セシルは、神殿の内部については調べたのかと詳しく聞き、ゼー卿はそれについて調べつくしたと答えていた。また、他にもめぼしい場所は島を上げて探したが見つからないらしい。
三大竜もそうだが、どこに封印されているか、眠っているかは不明なまま。それこそ神話時代の出来事であるため証拠がない。
この調査も一見無謀ではあるが、魔塔よりも先に足取りを掴まなければ大問題だ。そういう意味では、調査は慎重に、そして迅速に進められるだろう。
「説明は以上です。後日で構いませんのでまた神殿内部の調査をお願いしたいのですが」
「ああ、分かった。話を通しておこう」
ゼー卿は神殿内部についての説明を終え、後日の予定を取り付け、再び来た道を歩き始めた。俺たちもその後をついていく。
ここの調査は後日とのことらしいが、気になる点というかこの不思議な空気の正体を知りたいので、俺はセシルにここの調査を任せてほしいと言おうか迷った。
「セシル、少しいい――っ!?」
セシルの肩をちょんとつついたとき、かすかな揺れを感じた。足元が揺れ、次第に立っているのがままならなくなる。
(地震――!?)
火山の近くだからだろうか。ゼー卿は落ち着いているようだし、ヴォーゲ卿も落ち着いていた。しかし、たっていられなくなり、神殿の天井からパラパラと小石が降ってくると、二人も顔色を変え外に出るように叫んだ。
立っていられないというのにどう逃げろと言うのか。
だが、もし神殿内が崩れたら生き埋めだ。
俺たちは何とか地面を這いながら出口に向かって走った。

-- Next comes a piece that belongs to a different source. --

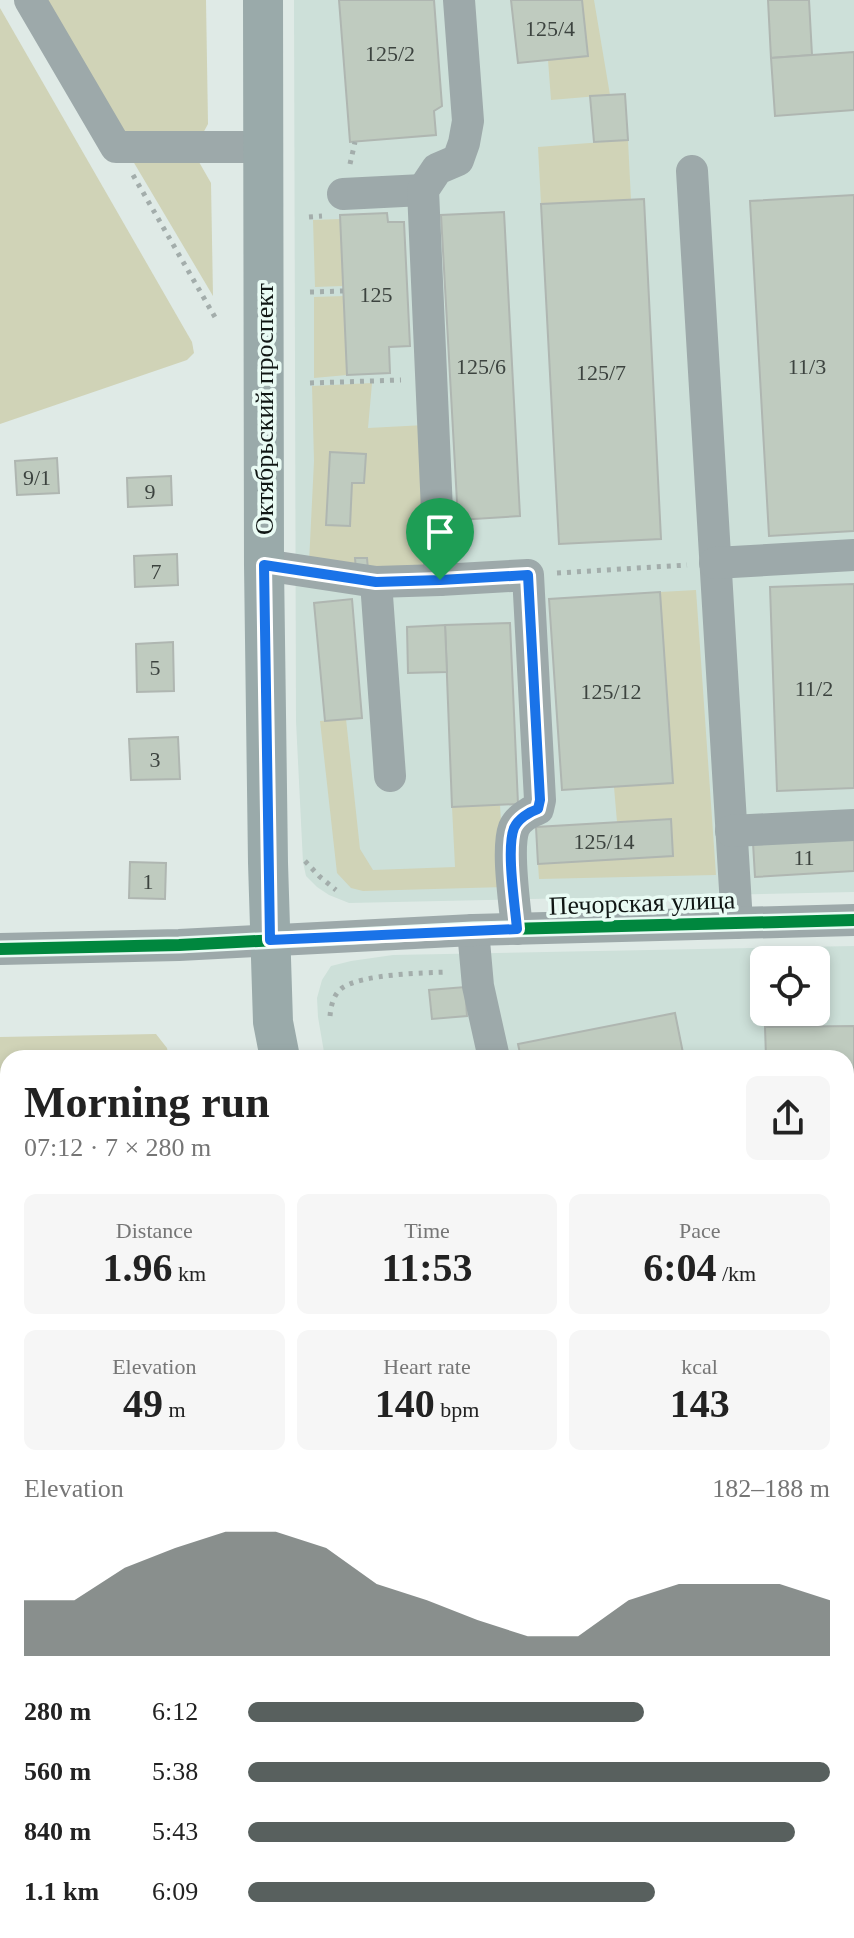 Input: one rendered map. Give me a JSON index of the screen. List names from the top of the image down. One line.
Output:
{"streets":{"main road":["Октябрьский проспект"],"street":["Печорская улица"]},"crossings":[["Октябрьский проспект","Печорская улица"]],"house_numbers":["125/4","125/2","125","125/6","11/3","125/7","9/1","9","7","5","11/2","125/12","3","125/14","11","1"],"page":{"heading":["Morning run","07:12 · 7 × 280 m"],"stats":[["Distance","1.96 km"],["Time","11:53"],["Pace","6:04 /km"],["Elevation","49 m"],["Heart rate","140 bpm"],["kcal","143"]],"chart":["Elevation","182–188 m"],"list":[{"name":"280 m","note":"6:12"},{"name":"560 m","note":"5:38"},{"name":"840 m","note":"5:43"},{"name":"1.1 km","note":"6:09"}]}}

足場は悪く、揺れる地面を踏んで走るのは至難の業だった。
早く、と前からゼー卿の声が聴こえる。
俺の後ろをゼラフが、横をレティツィアが走っていた。セシルとアルチュールは俺の前を走っている。
セシルは時々俺のことを確認するように後ろを見ていた。
俺は、息を切らしながら揺れが収まらない中走っていた。しかし、足元にメキっと嫌な音が響き、つい足を止めてしまった。でもほんの一瞬だ。
だが、次の瞬間、俺とレティツィアの足元が崩れ二人分の穴が開いた。俺たちは何かにつかまるでもなく、重力にひかれていく。
「ニル――っ!!」
「セシル――っ!!」
伸ばされた手に、俺は手を伸ばした。しかし、指先がかすっただけで彼の手を掴むまでに至らず、暗い穴の底へとレティツィアと共に落ちていったのだ。
落ちる際、上を見上げると銀色の星がほのかに瞬いていた。彼の手がまだかすかに見える。そして、セシルの俺の名前を呼ぶ声が痛々しく響いていた。